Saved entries
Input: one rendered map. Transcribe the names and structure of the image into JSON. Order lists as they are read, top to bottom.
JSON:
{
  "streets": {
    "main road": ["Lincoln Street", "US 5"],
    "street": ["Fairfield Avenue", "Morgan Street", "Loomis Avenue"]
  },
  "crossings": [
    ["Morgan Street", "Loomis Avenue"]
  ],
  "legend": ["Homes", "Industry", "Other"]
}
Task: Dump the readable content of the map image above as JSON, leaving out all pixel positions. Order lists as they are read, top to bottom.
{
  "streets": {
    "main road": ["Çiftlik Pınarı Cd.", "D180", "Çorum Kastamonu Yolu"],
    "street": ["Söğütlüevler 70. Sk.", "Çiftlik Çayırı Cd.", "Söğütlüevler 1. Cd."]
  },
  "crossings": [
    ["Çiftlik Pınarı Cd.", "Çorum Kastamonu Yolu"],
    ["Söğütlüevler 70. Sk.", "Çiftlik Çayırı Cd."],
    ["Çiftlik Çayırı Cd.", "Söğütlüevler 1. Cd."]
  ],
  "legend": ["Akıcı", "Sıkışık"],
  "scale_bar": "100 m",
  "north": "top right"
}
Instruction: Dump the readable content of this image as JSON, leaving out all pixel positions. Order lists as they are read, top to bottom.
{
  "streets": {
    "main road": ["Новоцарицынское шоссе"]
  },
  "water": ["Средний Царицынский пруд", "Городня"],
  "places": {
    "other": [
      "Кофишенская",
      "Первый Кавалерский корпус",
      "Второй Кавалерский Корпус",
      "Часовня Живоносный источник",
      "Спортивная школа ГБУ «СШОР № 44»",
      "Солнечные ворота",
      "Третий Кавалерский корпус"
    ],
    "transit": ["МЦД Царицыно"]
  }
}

▶ What this task involves:
Give every entry again, character for character.

▶ Finished exercise:
Input: one rendered map. Transcribe the names and structure of the image into JSON. Order lists as they are read, top to bottom.
JSON:
{
  "streets": {
    "main road": ["Lincoln Street", "US 5"],
    "street": ["Fairfield Avenue", "Morgan Street", "Loomis Avenue"]
  },
  "crossings": [
    ["Morgan Street", "Loomis Avenue"]
  ],
  "legend": ["Homes", "Industry", "Other"]
}
Task: Dump the readable content of the map image above as JSON, leaving out all pixel positions. Order lists as they are read, top to bottom.
{
  "streets": {
    "main road": ["Çiftlik Pınarı Cd.", "D180", "Çorum Kastamonu Yolu"],
    "street": ["Söğütlüevler 70. Sk.", "Çiftlik Çayırı Cd.", "Söğütlüevler 1. Cd."]
  },
  "crossings": [
    ["Çiftlik Pınarı Cd.", "Çorum Kastamonu Yolu"],
    ["Söğütlüevler 70. Sk.", "Çiftlik Çayırı Cd."],
    ["Çiftlik Çayırı Cd.", "Söğütlüevler 1. Cd."]
  ],
  "legend": ["Akıcı", "Sıkışık"],
  "scale_bar": "100 m",
  "north": "top right"
}
Instruction: Dump the readable content of this image as JSON, leaving out all pixel positions. Order lists as they are read, top to bottom.
{
  "streets": {
    "main road": ["Новоцарицынское шоссе"]
  },
  "water": ["Средний Царицынский пруд", "Городня"],
  "places": {
    "other": [
      "Кофишенская",
      "Первый Кавалерский корпус",
      "Второй Кавалерский Корпус",
      "Часовня Живоносный источник",
      "Спортивная школа ГБУ «СШОР № 44»",
      "Солнечные ворота",
      "Третий Кавалерский корпус"
    ],
    "transit": ["МЦД Царицыно"]
  }
}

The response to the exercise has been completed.